Importa observar que o Tribunal de Justiça já esclareceu que a recuperação deve ocorrer no prazo fixado na decisão da Comissão adotada ao abrigo do artigo 108.o, n.o 1, TFUE ou, se for o caso, no prazo posteriormente estabelecido pela Comissão. Por uma questão de princípio, uma recuperação extemporânea — ou seja, uma recuperação após os prazos estipulados pela Comissão — não satisfaz os requisitos estabelecidos nos Tratados ( 20 ).

37.

No seu recente acórdão Comissão/Eslováquia, já referido, o Tribunal de Justiça julgou improcedente, pelos mesmos motivos, um argumento semelhante ao avançado pelo Governo alemão no presente processo ( 21 ).

38.

Por conseguinte, considero que os artigos 288.°, n.o 4, e 108.°, n.o 2, TFUE impõem uma obrigação de resultado ao Estado‑Membro destinatário de uma decisão de recuperação. Assim, o Estado‑Membro só dá cumprimento efetivo à decisão da Comissão depois de o beneficiário do auxílio incompatível o ter restituído integralmente ao Estado.

39.

Acrescento que, se um Estado‑Membro considerar que o prazo concedido pela Comissão não é suficiente ou se enfrentar dificuldades na recuperação do auxílio, pode sempre pedir à Comissão uma (ou mais) prorrogação(ões). Para tal, o Estado deve explicar, de forma precisa, os motivos do seu pedido e, se necessário, apresentar provas dos factos por ele alegados, de modo a permitir à Comissão tomar uma decisão informada ( 22 ). Nesse caso, à luz do dever de cooperação consagrado no artigo 4.o, n.o 3, TUE, a Comissão está obrigada a apreciar o pedido do Estado‑Membro e, na medida do possível, a ajudá‑lo a superar as dificuldades existentes concedendo‑lhe a prorrogação solicitada, caso as condições aplicáveis estejam preenchidas ( 23 ).

40.

Se o Estado‑Membro considerar que, não obstante o diálogo com a Comissão, o prazo final fixado por esta instituição ainda não é razoável e que o seu cumprimento é objetivamente impossível, pode impugnar o prazo perante os tribunais da UE.

41.

A este propósito, gostaria de salientar que, no contexto do procedimento previsto no artigo 108.o, n.o 2, TFUE, o prazo estabelecido numa decisão da Comissão que ordena a recuperação de um auxílio tem a mesma função que o prazo fixado num parecer fundamentado ao abrigo do artigo 258.o TFUE ( 24 ). Na minha opinião, isto significa que a jurisprudência do Tribunal de Justiça sobre a razoabilidade do prazo estipulado em pareceres fundamentados deve ser aplicada, mutatis mutandis, às decisões adotadas pela Comissão nos termos do artigo 108.o TFUE. De acordo com jurisprudência assente sobre o atual artigo 258.o TFUE, a Comissão deve conceder aos Estados‑Membros um prazo razoável para darem cumprimento a um parecer fundamentado ( 25 ). A legalidade desse prazo está sujeita ao controlo do Tribunal de Justiça ( 26 ). Para apreciar a razoabilidade do prazo fixado, o Tribunal de Justiça deve tomar em consideração o conjunto das circunstâncias que caracterizam a situação em apreço ( 27 ).

42.

Consequentemente, concluo do exposto que o prazo estabelecido numa decisão da Comissão pode ser prorrogado ou mesmo impugnado judicialmente pelo Estado‑Membro em causa. Porém, por uma questão de princípio, é nesse prazo, ou no prazo fixado posteriormente, que a recuperação deve ocorrer.

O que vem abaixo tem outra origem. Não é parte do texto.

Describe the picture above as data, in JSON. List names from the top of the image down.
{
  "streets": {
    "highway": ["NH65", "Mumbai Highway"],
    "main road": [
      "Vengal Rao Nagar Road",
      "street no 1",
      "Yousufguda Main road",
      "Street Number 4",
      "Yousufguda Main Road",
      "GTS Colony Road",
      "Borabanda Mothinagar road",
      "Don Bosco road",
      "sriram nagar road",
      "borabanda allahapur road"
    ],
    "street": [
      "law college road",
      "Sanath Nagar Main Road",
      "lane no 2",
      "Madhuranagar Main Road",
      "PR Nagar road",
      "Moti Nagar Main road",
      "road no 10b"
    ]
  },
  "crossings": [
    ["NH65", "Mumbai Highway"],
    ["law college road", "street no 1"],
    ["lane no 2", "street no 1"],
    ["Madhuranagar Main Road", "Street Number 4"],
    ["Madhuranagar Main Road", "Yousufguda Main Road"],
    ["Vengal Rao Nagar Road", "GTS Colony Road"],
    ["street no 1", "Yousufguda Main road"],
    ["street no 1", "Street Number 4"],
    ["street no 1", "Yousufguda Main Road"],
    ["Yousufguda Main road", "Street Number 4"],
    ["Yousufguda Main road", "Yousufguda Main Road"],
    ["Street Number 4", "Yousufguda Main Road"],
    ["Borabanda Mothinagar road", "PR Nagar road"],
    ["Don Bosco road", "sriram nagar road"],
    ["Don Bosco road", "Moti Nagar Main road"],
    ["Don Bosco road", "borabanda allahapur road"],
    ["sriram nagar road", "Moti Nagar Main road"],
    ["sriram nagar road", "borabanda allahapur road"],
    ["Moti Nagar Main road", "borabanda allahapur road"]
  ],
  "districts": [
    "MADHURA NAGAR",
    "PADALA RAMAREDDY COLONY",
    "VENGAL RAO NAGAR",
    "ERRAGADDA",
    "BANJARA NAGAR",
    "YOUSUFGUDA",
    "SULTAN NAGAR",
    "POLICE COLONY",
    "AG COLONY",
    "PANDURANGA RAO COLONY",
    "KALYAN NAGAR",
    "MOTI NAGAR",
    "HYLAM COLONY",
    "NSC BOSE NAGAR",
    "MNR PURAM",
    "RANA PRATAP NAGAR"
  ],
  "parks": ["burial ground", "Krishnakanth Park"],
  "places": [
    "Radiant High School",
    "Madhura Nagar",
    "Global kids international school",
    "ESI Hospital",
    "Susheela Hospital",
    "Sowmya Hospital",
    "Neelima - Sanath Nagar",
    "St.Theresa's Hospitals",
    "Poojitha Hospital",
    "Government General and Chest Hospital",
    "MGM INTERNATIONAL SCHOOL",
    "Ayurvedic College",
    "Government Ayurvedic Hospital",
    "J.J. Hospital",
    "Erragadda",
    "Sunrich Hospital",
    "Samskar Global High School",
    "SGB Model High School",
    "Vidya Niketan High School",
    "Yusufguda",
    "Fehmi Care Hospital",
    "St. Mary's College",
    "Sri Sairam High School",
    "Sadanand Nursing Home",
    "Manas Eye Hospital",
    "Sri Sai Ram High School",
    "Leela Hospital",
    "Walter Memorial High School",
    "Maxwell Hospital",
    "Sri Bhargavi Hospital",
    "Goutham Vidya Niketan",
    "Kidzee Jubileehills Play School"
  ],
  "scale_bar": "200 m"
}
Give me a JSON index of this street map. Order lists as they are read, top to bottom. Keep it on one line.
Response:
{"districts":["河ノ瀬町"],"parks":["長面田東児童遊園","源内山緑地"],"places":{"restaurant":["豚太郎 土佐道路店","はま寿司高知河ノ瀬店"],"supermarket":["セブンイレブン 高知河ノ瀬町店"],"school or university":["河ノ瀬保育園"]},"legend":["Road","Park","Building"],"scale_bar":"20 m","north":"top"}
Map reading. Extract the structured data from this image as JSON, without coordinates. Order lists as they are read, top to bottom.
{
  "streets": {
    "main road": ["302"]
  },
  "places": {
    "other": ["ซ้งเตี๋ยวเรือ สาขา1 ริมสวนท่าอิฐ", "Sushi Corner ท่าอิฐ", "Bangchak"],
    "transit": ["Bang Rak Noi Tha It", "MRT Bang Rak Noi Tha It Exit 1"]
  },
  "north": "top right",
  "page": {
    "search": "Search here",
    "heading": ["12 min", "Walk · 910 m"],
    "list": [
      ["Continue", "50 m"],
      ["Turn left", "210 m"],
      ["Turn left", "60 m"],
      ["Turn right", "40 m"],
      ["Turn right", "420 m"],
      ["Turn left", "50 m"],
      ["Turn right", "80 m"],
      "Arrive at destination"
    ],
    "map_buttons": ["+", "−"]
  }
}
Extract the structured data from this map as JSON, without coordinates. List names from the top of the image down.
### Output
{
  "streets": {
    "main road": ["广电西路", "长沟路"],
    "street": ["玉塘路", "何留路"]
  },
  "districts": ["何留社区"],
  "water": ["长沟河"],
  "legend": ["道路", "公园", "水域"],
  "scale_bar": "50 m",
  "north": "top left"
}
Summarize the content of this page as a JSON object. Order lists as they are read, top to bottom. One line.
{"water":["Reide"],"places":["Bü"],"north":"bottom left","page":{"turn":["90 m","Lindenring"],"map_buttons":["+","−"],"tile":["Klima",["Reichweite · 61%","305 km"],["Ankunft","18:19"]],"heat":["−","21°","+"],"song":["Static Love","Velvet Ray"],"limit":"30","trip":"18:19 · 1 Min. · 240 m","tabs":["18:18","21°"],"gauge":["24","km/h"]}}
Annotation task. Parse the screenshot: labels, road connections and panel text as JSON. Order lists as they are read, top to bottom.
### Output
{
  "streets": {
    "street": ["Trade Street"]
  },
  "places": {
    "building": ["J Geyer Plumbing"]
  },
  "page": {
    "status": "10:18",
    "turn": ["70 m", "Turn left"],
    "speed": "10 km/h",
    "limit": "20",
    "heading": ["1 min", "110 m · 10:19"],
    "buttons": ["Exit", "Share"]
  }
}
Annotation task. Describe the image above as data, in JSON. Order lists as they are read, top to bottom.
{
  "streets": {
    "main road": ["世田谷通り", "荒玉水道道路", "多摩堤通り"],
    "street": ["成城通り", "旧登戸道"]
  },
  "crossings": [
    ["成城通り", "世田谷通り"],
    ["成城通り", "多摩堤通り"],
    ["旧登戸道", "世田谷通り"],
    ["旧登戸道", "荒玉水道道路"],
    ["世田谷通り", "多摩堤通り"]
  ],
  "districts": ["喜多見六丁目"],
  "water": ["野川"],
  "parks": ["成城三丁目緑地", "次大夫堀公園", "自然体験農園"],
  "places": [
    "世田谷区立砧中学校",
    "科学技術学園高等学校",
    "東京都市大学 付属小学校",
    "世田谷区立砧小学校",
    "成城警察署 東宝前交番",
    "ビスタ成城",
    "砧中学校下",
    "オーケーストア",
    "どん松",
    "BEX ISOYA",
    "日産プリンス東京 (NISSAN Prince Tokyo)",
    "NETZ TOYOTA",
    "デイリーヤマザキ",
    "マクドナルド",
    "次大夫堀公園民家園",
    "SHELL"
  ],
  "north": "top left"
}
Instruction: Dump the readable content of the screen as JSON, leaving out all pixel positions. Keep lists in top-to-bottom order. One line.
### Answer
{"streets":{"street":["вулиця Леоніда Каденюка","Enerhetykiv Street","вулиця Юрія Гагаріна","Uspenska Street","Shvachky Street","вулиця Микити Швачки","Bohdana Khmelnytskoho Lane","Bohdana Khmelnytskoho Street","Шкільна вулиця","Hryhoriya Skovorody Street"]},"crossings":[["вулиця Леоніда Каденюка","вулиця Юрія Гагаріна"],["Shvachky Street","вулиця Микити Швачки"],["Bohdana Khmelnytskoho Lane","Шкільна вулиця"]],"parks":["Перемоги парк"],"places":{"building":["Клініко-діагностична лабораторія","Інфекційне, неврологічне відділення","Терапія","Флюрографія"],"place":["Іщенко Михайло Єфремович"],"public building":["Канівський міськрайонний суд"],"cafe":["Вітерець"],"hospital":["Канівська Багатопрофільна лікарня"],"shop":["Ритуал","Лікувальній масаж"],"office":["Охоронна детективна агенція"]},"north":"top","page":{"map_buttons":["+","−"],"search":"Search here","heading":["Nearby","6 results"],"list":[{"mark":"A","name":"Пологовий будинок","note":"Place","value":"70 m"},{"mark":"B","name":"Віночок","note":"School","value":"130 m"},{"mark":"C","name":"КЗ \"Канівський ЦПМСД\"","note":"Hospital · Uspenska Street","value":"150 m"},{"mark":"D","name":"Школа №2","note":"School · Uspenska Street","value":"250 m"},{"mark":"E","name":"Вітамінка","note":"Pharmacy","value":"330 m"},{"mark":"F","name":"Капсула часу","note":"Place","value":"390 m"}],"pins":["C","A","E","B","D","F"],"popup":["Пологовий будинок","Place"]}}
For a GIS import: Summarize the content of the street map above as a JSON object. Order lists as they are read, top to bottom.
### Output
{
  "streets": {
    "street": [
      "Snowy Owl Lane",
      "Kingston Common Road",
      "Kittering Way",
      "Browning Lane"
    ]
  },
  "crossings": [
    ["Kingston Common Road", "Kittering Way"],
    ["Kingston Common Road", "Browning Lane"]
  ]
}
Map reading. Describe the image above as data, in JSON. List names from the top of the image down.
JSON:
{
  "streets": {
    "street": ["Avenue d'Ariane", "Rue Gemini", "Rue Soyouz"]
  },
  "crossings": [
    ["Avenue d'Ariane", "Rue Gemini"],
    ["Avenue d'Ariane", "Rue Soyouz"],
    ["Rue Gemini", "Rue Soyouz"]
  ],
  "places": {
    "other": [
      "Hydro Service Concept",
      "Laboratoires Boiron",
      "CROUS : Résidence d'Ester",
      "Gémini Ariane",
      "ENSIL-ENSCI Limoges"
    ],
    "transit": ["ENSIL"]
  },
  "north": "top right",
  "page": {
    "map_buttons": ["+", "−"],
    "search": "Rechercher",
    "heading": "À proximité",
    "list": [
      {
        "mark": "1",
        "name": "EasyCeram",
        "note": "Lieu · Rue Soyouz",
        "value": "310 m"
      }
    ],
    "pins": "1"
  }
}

C – Pode um processo nacional tornar a recuperação do auxílio absolutamente impossível?

43.

Tendo chegado à conclusão intermédia de que o auxílio deve ser imperativamente recuperado no prazo estabelecido pela Comissão, e dado que as partes reconhecem que o auxílio não foi restituído no prazo fixado na decisão da Comissão em causa, importa analisar se esse incumprimento pode ser justificado.

44.

O Governo alemão alega que não pode ser responsabilizado pelo atraso que se deveu ao facto de o beneficiário do auxílio ter contestado a recuperação nos órgãos jurisdicionais nacionais. Ao fazê‑lo, o grupo Biria limitou‑se a exercer o seu direito constitucional a uma tutela jurisdicional efetiva. O Governo alemão alega ainda que a tbg fez tudo o que podia para executar a decisão da Comissão em causa e não pode ser criticada pelos atos dos órgãos jurisdicionais alemães, que aplicaram de forma errada as regras da UE em matéria de auxílios estatais, atrasando assim o processo de recuperação.

45.

No essencial, os argumentos apresentados pelo Governo alemão suscitam a questão de saber se o facto de os beneficiários dos auxílios terem recorrido aos processos nacionais é suscetível de tornar absolutamente impossível o cumprimento de uma decisão da Comissão.

46.

À luz do exposto, analisarei primeiro as linhas gerais do conceito de «impossibilidade absoluta» e explicarei em que circunstâncias esse meio de defesa pode, em princípio, ser admitido num caso relacionado com a recuperação de um auxílio estatal. Seguidamente, abordarei as características específicas do caso em apreço.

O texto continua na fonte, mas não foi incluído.